Methane and hydrogen can be passed to a fuel gas system or to an
appropriate section of the olefin recovery zone 1230, such as the
hydrogen purification system. In still further embodiments, in
combination with or as an alternative to the passing these
off-gases and light ends to stream 1134 and/or routing them to the
steam cracking zone 1220, all or a portion can be routed to an
appropriate section of the olefin recovery zone 1230, such as the
depropanizer, or combining the gases with the depropanizer
overheads.
[0394] The unique configurations presented herein set forth a level
of integration, of streams and units that allows the use of FCC
units and steam crackers in an economically efficient manner. The
configurations support and enhance chemical conversion using
integrated processes with crude oil as a feed. Accordingly, despite
the use of crude oil as the feed, the processes herein are
comparable to other options currently common in the industry such
as ethane crackers that benefit from availability of ethane as a
feed.
[0395] Embodiments described herein provide the ability to achieve
a crude to chemical conversion ratio in the range of, for instance,
up to 90, 80, 50 or 45 wt %, and in certain embodiments in the
range of about 39-45 wt %. It should be appreciated that this crude
to chemicals conversion ratio can vary depending on criteria such
as feed, selected technology, catalyst selection and operating
conditions for the individual unit operations.

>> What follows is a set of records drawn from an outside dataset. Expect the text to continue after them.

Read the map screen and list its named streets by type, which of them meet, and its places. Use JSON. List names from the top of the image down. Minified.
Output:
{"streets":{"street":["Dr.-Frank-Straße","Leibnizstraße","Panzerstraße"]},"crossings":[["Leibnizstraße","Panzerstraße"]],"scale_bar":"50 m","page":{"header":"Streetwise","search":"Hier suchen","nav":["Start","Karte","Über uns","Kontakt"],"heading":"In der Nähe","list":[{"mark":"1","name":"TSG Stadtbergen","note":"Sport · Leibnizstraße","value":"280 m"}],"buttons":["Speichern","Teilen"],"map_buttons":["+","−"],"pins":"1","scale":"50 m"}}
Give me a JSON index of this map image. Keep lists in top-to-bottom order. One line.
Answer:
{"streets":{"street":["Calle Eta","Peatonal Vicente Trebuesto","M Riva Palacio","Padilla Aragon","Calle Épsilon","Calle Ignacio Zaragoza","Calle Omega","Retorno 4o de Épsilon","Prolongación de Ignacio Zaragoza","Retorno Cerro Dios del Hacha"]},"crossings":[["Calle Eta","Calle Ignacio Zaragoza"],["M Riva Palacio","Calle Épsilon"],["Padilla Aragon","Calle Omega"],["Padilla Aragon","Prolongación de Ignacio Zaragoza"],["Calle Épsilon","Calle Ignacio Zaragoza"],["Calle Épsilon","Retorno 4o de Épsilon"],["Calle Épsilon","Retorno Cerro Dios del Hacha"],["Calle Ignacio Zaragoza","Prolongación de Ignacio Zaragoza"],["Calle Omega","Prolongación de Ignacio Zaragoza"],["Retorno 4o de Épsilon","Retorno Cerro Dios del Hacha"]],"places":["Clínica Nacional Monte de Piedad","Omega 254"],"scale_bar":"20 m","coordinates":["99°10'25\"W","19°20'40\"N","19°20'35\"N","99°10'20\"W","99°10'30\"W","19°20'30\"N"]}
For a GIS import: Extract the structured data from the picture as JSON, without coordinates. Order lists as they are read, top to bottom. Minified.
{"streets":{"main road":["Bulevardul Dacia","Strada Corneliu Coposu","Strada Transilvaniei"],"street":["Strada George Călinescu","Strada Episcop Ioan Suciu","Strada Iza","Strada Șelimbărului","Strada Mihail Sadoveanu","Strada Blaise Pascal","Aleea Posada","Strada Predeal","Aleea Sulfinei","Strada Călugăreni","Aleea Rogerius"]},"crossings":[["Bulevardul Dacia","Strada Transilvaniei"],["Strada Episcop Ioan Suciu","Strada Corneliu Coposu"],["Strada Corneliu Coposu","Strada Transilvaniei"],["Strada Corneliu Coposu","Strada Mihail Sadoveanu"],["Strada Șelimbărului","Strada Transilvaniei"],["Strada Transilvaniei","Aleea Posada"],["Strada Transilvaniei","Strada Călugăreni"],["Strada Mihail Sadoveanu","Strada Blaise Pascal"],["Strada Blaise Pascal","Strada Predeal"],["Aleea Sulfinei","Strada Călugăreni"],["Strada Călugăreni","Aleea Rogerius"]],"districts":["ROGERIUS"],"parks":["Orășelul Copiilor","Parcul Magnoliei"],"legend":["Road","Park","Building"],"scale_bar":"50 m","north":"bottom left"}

[0396] In some embodiments, individual unit operations can include
a controller to monitor and adjust the product slate as desired. A
controller can direct parameters within any of the individual unit
operations of the apparatus depending upon the desired operating
conditions, which may, for example, be based on customer demand
and/or market value. A controller can adjust or regulate valves,
feeders or pumps associated with one or more unit operations based
upon one or more signals generated by operator data input and/or
automatically retrieved data. Furthermore, according to embodiments
herein in which both steam cracking and FCC operations are used,
for instance as described with respect to FIG. 5A, paraffinic or
naphthenic content of the feed can be a determining factor that is
used to direct a controller to pass feed to stream cracking or FCC
operations.
[0397] Such controllers provide a versatile unit having multiple
modes of operation, which can respond to multiple inputs to
increase the flexibility of the recovered product. The controller
can be implemented using one or more computer systems which can be,
for example, a general-purpose computer. Alternatively, the
computer system can include specially-programmed, special-purpose
hardware, for example, an application-specific integrated circuit
(ASIC) or controllers intended for a particular unit operation
within a refinery.
[0398] The computer system can include one or more processors
typically connected to one or more memory devices, which can
comprise, for example, any one or more of a disk drive memory, a
flash memory device, a RAM memory device, or other device for
storing data. The memory is typically used for storing programs and
data during operation of the system. For example, the memory can be
used for storing historical data relating to the parameters over a
period of time, as well as operating data. Software, including
programming code that implements embodiments of the invention, can
be stored on a computer readable and/or writeable nonvolatile
recording medium, and then typically copied into memory wherein it
can then be executed by one or more processors. Such programming
code can be written in any of a plurality of programming languages
or combinations thereof.
[0399] Components of the computer system can be coupled by one or
more interconnection mechanisms, which can include one or more
busses, for instance, between components that are integrated within
a same device, and/or a network, for instance, between components
that reside on separate discrete devices. The interconnection
mechanism typically enables communications, for instance, data and
instructions, to be exchanged between components of the system.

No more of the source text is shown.